Stored items:
********************

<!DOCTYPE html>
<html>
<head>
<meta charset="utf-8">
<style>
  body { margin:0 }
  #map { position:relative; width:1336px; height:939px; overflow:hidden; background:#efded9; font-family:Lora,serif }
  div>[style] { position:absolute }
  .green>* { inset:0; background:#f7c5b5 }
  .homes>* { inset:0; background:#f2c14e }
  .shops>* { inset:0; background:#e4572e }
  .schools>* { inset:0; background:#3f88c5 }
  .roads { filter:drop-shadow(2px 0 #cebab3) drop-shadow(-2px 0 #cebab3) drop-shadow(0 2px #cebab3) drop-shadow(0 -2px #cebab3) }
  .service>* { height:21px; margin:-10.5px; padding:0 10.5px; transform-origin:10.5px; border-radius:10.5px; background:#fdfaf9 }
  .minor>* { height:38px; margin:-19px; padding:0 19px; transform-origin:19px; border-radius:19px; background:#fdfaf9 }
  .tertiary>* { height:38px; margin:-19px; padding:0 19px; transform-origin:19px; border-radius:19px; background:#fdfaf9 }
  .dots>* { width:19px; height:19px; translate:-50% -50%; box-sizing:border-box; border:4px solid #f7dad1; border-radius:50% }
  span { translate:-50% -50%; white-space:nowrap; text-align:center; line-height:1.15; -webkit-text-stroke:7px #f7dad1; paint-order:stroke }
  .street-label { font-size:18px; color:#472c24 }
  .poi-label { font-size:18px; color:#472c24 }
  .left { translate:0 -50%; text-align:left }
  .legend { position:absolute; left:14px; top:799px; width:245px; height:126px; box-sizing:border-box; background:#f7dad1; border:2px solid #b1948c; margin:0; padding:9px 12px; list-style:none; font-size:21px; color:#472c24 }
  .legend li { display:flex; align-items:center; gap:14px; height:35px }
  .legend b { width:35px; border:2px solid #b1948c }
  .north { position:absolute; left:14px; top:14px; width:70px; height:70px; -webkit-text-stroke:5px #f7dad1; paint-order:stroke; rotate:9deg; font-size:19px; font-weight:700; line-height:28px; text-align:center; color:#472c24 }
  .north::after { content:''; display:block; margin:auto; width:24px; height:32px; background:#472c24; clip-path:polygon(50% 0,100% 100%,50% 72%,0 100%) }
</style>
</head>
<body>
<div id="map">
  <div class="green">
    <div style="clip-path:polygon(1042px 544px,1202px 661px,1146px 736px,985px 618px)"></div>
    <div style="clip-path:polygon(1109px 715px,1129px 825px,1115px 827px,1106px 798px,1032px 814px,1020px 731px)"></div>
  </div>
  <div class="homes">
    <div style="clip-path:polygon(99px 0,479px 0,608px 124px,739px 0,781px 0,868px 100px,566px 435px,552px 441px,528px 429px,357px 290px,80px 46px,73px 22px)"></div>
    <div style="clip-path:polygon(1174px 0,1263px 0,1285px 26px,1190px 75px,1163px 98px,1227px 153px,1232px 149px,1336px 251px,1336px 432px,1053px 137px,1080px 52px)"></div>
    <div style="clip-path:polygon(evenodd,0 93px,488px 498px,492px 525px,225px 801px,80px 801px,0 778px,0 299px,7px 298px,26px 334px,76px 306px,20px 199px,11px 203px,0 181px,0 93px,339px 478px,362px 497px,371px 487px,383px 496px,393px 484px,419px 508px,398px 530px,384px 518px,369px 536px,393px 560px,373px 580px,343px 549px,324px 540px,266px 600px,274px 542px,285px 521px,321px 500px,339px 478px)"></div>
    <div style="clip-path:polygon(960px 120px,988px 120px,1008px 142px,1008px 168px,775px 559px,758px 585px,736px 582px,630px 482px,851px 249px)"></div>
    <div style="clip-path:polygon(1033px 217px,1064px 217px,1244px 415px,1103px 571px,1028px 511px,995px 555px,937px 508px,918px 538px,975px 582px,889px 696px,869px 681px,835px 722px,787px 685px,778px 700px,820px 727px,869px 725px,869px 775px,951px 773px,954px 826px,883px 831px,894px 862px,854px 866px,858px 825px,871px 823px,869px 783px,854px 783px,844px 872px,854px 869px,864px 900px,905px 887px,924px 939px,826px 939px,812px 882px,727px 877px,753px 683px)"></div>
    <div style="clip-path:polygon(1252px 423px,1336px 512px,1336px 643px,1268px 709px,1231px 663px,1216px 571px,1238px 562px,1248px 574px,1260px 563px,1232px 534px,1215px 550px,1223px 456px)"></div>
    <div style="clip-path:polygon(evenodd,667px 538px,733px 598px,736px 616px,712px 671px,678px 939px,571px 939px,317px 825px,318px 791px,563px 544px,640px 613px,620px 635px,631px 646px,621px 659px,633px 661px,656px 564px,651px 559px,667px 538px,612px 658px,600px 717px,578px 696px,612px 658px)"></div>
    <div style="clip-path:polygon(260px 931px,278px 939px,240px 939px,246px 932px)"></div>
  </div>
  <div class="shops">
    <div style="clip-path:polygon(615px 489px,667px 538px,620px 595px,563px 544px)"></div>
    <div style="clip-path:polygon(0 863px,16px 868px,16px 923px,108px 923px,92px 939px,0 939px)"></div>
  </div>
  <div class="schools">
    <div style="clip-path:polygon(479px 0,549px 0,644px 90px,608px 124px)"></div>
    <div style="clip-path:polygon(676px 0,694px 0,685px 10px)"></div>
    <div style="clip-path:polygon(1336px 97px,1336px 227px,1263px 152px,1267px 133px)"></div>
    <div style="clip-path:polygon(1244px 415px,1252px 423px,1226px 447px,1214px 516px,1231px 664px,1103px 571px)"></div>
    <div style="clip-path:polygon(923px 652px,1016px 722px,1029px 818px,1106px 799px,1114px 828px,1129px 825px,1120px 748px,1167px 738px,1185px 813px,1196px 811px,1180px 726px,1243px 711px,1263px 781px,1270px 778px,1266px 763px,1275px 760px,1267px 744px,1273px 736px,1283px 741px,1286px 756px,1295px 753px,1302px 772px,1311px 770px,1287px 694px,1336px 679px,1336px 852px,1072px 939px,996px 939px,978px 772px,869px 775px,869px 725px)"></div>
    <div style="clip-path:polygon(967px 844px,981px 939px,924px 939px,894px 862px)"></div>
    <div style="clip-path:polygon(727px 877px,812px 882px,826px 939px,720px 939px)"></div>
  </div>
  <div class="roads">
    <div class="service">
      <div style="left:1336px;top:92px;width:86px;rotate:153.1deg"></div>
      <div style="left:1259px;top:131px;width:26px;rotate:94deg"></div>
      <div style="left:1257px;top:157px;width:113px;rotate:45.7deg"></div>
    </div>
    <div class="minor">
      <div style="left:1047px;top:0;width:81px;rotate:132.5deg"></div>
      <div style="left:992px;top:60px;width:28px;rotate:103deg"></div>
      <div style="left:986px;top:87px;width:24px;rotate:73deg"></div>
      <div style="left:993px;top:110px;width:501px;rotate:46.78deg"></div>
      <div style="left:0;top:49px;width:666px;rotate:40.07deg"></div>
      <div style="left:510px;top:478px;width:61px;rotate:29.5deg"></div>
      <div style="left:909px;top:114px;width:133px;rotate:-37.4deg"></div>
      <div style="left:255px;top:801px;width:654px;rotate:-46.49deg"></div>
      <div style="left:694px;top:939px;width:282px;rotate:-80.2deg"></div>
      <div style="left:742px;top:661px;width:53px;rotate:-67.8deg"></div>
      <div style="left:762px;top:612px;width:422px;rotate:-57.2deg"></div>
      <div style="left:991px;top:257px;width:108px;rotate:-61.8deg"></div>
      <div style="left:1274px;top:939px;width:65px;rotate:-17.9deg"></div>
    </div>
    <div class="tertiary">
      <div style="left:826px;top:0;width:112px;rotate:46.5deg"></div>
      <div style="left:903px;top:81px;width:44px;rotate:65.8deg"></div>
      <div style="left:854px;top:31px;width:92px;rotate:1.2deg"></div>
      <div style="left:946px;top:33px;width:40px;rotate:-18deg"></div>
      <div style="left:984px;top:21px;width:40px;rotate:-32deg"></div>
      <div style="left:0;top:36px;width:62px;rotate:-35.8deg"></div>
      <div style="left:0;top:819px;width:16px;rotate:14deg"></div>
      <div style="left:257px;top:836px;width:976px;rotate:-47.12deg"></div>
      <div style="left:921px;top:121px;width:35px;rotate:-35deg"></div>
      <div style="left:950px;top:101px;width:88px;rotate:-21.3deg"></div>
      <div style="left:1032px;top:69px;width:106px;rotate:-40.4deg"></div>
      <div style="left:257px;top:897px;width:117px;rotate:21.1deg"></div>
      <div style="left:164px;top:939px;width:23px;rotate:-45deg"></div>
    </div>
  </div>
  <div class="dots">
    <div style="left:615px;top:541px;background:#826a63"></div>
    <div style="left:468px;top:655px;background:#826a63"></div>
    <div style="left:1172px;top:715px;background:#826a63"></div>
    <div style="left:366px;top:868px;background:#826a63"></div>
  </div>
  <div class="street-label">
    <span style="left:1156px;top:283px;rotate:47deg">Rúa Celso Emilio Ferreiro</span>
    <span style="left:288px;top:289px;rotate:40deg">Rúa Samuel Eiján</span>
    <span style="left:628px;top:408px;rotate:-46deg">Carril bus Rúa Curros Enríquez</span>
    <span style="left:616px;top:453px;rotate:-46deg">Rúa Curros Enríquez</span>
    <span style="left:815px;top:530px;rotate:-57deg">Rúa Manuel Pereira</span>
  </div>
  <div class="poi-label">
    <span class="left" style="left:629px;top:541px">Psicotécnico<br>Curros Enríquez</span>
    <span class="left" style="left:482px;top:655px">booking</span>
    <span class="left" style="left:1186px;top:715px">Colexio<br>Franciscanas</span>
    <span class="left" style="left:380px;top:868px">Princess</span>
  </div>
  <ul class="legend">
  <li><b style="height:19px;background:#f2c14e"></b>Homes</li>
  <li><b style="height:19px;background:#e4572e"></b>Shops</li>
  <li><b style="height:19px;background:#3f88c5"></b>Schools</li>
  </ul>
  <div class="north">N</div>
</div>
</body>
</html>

********************

**PROBLEM TO SOLVE:** Copy down every line of the entries containing the word "service".

**SOLUTION BELOW:**
  .service>* { height:21px; margin:-10.5px; padding:0 10.5px; transform-origin:10.5px; border-radius:10.5px; background:#fdfaf9 }
    <div class="service">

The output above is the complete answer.